Whether or not the proposed grounds of appeal demonstrate error of law or are with merit.
Child Support (Registration and Collection) Act 1988 (Cth) s 17 - rovides that a liability for child support pursuant to a child support assessment, is a “registrable maintenance liability”.
Child Support (Registration and Collection) Act 1988 (Cth) s 30 - provides that upon registration, a registerable maintenance liability is a debt due and payable to the Commonwealth.
Child Support (Registration and Collection) Act 1988 (Cth) ss 113, 113A - provides that the debt is payable to and recoverable by the Child Support Registrar.
Child Support (Registration and Collection) Act 1988 (Cth) s 116 - where production of a document under s 116(1) and a certificate under s 116(2) is prima facie evidence of the existence and particulars of a child support debt owed by a person to the Commonwealth.

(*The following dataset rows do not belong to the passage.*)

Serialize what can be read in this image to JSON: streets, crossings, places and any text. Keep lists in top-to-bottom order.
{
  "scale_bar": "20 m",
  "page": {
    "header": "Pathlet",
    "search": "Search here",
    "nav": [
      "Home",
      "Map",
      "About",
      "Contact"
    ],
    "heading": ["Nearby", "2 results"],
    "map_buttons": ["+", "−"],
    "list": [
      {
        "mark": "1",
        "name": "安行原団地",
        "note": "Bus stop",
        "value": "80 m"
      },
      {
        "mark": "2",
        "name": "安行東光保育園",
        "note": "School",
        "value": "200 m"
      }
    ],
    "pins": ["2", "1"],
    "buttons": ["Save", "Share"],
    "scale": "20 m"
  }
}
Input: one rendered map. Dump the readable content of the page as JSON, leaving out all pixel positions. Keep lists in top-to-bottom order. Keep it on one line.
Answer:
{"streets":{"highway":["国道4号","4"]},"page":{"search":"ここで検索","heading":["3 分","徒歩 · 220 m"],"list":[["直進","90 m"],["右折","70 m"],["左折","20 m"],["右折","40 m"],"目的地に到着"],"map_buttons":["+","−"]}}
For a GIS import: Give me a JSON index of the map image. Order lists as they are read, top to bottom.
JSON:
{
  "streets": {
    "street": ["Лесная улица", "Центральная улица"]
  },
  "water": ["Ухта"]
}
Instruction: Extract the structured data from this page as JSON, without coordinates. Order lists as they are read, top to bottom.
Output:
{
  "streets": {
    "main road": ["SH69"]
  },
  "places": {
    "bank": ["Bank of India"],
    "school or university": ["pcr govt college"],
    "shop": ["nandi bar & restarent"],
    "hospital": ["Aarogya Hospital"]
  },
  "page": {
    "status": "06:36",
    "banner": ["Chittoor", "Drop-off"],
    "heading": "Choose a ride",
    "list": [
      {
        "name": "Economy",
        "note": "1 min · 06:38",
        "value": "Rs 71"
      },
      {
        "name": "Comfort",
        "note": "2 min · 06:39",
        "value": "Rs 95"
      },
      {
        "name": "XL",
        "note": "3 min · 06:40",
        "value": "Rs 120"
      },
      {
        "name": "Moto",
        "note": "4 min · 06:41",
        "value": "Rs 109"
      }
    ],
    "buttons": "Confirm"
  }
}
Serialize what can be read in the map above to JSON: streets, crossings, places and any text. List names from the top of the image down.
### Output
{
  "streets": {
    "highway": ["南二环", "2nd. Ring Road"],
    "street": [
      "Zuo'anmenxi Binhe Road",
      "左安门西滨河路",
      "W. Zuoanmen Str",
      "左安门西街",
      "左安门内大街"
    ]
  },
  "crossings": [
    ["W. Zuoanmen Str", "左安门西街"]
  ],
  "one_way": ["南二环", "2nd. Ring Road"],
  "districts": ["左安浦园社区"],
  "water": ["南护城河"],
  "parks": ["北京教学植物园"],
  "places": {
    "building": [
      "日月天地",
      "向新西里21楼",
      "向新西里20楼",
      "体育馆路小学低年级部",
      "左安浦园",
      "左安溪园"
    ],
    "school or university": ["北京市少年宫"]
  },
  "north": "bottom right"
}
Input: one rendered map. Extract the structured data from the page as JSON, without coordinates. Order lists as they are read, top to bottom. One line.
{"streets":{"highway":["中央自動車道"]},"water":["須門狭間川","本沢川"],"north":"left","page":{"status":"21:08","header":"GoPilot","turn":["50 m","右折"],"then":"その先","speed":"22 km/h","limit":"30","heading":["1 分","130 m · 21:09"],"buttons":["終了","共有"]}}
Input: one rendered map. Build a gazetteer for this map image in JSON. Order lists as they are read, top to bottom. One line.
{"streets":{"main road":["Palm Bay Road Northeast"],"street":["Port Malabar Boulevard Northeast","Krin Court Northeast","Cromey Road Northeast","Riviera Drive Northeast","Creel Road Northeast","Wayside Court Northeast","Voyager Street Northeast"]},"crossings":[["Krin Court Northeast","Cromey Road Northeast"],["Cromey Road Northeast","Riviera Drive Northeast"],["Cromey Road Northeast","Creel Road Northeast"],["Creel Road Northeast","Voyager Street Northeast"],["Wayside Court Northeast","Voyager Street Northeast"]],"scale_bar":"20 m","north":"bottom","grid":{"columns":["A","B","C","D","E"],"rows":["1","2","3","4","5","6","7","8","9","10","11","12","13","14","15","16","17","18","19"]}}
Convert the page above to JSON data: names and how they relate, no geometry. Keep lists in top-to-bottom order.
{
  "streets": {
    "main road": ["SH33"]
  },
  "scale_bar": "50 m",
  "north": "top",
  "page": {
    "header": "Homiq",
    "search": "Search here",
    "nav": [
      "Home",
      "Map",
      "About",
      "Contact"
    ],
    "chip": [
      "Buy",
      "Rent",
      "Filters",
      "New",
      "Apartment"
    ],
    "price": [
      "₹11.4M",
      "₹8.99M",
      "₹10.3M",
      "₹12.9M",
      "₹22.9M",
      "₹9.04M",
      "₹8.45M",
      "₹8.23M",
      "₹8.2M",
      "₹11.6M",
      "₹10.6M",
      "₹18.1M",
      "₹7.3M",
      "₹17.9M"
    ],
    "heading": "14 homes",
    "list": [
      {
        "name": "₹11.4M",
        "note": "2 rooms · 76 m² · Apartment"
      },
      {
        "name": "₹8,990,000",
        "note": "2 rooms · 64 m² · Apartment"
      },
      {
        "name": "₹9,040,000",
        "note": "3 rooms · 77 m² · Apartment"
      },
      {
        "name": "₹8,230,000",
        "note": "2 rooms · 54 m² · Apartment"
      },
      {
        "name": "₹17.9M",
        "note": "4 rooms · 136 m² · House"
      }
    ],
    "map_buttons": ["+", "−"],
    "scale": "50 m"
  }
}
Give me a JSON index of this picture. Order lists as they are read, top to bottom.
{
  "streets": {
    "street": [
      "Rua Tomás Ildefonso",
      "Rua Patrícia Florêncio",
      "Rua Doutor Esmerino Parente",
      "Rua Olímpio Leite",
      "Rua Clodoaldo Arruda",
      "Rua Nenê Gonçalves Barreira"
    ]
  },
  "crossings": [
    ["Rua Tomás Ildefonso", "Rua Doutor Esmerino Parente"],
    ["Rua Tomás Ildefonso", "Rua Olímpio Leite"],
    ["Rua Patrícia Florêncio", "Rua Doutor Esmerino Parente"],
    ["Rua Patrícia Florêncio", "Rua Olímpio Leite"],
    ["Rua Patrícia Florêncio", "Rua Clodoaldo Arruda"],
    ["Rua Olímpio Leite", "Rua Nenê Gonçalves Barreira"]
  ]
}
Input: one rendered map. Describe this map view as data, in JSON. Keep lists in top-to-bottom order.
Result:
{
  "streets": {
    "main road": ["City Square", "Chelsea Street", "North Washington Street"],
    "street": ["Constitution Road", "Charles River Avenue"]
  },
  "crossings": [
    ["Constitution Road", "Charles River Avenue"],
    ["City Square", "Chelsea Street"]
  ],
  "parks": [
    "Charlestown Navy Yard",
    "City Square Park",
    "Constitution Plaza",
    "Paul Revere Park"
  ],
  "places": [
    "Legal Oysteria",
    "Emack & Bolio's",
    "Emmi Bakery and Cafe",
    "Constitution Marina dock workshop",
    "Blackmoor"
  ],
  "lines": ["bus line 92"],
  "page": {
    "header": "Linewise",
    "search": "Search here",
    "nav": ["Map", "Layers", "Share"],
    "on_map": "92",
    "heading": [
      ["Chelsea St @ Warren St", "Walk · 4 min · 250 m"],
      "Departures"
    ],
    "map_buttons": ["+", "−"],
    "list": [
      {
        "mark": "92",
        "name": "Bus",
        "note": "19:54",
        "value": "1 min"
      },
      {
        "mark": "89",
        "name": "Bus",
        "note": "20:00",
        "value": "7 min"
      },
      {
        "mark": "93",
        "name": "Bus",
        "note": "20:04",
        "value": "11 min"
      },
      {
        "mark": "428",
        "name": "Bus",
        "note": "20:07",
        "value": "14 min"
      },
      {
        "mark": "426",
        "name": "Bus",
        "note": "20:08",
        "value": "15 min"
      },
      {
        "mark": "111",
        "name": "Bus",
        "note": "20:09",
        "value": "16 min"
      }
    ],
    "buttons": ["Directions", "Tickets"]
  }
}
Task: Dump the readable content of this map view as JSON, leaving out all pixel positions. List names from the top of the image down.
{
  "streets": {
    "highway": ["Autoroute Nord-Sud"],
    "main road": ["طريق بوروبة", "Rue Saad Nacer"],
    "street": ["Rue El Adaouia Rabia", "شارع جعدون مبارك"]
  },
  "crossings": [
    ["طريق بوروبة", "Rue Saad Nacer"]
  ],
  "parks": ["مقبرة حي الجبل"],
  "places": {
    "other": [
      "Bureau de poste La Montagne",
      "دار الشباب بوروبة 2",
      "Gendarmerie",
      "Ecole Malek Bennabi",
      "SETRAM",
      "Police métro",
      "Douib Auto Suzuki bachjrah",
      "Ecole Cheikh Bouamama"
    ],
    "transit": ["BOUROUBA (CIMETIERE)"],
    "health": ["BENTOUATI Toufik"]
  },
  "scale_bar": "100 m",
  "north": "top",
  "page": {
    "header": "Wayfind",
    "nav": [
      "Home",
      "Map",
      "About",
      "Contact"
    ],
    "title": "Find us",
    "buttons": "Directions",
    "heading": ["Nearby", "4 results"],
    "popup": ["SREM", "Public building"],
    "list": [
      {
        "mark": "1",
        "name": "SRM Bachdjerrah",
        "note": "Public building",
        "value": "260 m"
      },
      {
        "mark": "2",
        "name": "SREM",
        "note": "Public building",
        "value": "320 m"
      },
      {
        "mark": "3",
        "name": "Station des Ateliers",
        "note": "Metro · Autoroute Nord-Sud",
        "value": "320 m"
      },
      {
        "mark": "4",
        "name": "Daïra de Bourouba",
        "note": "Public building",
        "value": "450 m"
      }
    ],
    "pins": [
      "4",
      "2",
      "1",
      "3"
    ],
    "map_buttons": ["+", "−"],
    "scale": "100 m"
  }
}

Family Law Act 1975 (Cth) s 117 -
wherein the applicant being wholly unsuccessful, is a ground for departure from the usual rule that each party shall bear his or her own costs
Federal Circuit and Family Court of Australia Act 2021 (Cth) s 28(1)(a)(ii) -
provides that leave is required to appeal a judgment of the Federal Circuit and Family Court of Australia (Division 2) exercising jurisdiction under the Registration Act. Although the Orders subject of the application for leave to appeal were made by a judge of the Federal Circuit Court of Australia, that provision applies to this appeal.
Family Law Rules 2004 (Cth) r 22.03 -
provides that a a Notice of Appeal, where leave to appeal is sought, must be filed within 28 days after the date of the relevant order.
Federal Circuit and Family Court of Australia (Family Law) Rules 2021 (Cth) r 11.03 - prescribes that prior to an enforcement application, the person seeking to enforce payment of a child support liability must first obtain an order for payment of the amount by filing both an application and a supporting affidavit.
Abani & Abani & Anor (SSAT Appeal)  FCCA 3617 - where the applicant was aware of his child support obligations given his long history of challenging child support assessments.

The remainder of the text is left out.